A doctor who does not wish to be identified, who also spoke to The Doctor, fled Afghanistan in 2011. He had worked with Western organisations – military and NGOs – and was the victim of attempted kidnappings while working at a private hospital in the country.

‘When your life is at risk, you have to leave,’ he says. He is now a working as a GP. ‘It’s quite nice – I’m very grateful.’

Reflecting on recent events in Afghanistan, he says: ‘It is really hard. For the first few days I was in a shocked state. I was not able to concentrate well. It happened so randomly, so fast.

‘I was thinking about my family and the other people of Afghanistan. Especially my brother and my brother-in-law who are the two members of my family who were working for the Government.

‘Once the Taliban came my family went to the capital and moved houses. Otherwise we were thinking someone would definitely come asking for me or my brother. They are all in Kabul at a location that is unknown. They are hiding.’

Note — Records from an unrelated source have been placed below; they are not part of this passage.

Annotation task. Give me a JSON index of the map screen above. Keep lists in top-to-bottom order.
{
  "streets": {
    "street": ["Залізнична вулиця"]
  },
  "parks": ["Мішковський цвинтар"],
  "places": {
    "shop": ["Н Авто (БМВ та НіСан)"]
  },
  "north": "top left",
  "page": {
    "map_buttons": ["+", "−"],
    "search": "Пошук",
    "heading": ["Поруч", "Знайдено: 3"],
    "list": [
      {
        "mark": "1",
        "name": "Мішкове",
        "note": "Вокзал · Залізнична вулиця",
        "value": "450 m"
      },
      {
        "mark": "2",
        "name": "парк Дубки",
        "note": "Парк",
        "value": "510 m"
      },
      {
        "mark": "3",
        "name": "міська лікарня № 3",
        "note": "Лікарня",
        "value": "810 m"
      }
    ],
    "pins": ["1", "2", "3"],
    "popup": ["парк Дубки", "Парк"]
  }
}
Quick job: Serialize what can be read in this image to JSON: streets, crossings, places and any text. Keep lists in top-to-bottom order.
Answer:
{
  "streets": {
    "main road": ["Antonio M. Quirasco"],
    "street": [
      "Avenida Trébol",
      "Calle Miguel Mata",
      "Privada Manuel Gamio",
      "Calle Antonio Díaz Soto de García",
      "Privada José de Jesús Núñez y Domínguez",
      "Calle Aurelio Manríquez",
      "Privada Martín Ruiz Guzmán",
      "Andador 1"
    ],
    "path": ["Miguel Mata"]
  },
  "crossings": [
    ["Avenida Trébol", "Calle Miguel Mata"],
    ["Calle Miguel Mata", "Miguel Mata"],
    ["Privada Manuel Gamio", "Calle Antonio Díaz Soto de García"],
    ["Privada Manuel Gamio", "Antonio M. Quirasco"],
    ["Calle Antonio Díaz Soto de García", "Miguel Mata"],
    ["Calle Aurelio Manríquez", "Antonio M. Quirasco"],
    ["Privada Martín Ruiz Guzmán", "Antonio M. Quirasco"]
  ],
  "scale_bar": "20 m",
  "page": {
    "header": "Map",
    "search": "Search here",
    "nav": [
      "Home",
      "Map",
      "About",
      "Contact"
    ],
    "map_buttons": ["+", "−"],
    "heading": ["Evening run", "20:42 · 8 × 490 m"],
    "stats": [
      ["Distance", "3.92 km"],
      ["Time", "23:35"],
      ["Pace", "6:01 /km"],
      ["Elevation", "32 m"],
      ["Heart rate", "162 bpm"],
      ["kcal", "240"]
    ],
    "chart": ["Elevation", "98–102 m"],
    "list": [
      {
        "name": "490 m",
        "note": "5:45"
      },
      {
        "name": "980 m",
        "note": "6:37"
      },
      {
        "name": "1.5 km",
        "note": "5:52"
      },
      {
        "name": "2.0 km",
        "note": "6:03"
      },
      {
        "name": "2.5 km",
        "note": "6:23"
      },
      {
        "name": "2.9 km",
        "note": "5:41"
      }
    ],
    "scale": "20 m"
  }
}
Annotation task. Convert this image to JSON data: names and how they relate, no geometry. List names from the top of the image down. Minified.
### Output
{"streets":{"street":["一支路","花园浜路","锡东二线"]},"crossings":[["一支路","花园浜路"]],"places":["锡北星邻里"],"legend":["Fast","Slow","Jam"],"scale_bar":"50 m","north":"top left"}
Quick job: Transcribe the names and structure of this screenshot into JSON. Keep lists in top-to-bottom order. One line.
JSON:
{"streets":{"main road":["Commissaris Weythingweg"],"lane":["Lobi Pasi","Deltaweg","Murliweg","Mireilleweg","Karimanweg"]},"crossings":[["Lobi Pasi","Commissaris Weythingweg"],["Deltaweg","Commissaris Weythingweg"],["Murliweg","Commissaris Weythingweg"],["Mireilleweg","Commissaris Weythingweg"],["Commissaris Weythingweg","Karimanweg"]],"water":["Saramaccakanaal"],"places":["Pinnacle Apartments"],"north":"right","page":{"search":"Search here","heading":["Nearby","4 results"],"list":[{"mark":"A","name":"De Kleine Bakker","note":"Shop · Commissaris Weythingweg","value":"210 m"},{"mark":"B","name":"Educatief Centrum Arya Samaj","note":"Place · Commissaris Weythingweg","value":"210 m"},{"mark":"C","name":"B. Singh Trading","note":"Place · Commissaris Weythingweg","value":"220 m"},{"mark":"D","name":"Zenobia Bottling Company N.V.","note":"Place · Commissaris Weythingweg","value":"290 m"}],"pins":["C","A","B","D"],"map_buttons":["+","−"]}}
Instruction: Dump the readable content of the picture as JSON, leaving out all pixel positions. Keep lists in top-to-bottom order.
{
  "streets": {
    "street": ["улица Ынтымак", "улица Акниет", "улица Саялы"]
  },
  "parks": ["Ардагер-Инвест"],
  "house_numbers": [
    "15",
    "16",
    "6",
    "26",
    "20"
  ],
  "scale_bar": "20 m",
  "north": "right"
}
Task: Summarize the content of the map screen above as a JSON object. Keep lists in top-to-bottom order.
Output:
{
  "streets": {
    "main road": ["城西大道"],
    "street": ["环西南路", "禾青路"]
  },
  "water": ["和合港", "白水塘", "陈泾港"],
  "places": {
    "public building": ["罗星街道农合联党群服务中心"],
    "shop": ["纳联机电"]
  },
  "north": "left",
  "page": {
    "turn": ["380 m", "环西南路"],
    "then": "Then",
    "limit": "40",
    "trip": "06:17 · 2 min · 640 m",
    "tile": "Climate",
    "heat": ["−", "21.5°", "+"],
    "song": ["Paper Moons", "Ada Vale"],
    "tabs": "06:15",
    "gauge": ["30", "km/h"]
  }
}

He hopes some of his family members will be eligible for UK resettlement schemes. But that could be a ‘time-taking process’ and they may not all be eligible.

‘They have to come out of Afghanistan and go to Pakistan or somewhere else,’ he says. ‘It is really difficult – it is a tough time.’

We welcome the decision of the UK Government to resettle 20,000 Afghan refugees

Dr Mohan and Dr Chisholm

His worries extend beyond his nearest and dearest.

He says: ‘I hear from friends who work as doctors that they were told by the Taliban there is no salary to pay them so they can work free of charge until they establish a proper government… And sure, many people are scared to go to work. People don’t trust these people. They are human beings but they are like animals.

‘Our relatives and friends say they are searching houses every night for people who worked for the Government. Those people are their enemies – how could they forget them? There is no reason to trust these people.’

He adds: ‘In the past we didn’t have a good healthcare system but on top of that with the coming of the Taliban the hospitals are not running properly and the wellbeing of patients is definitely in danger.’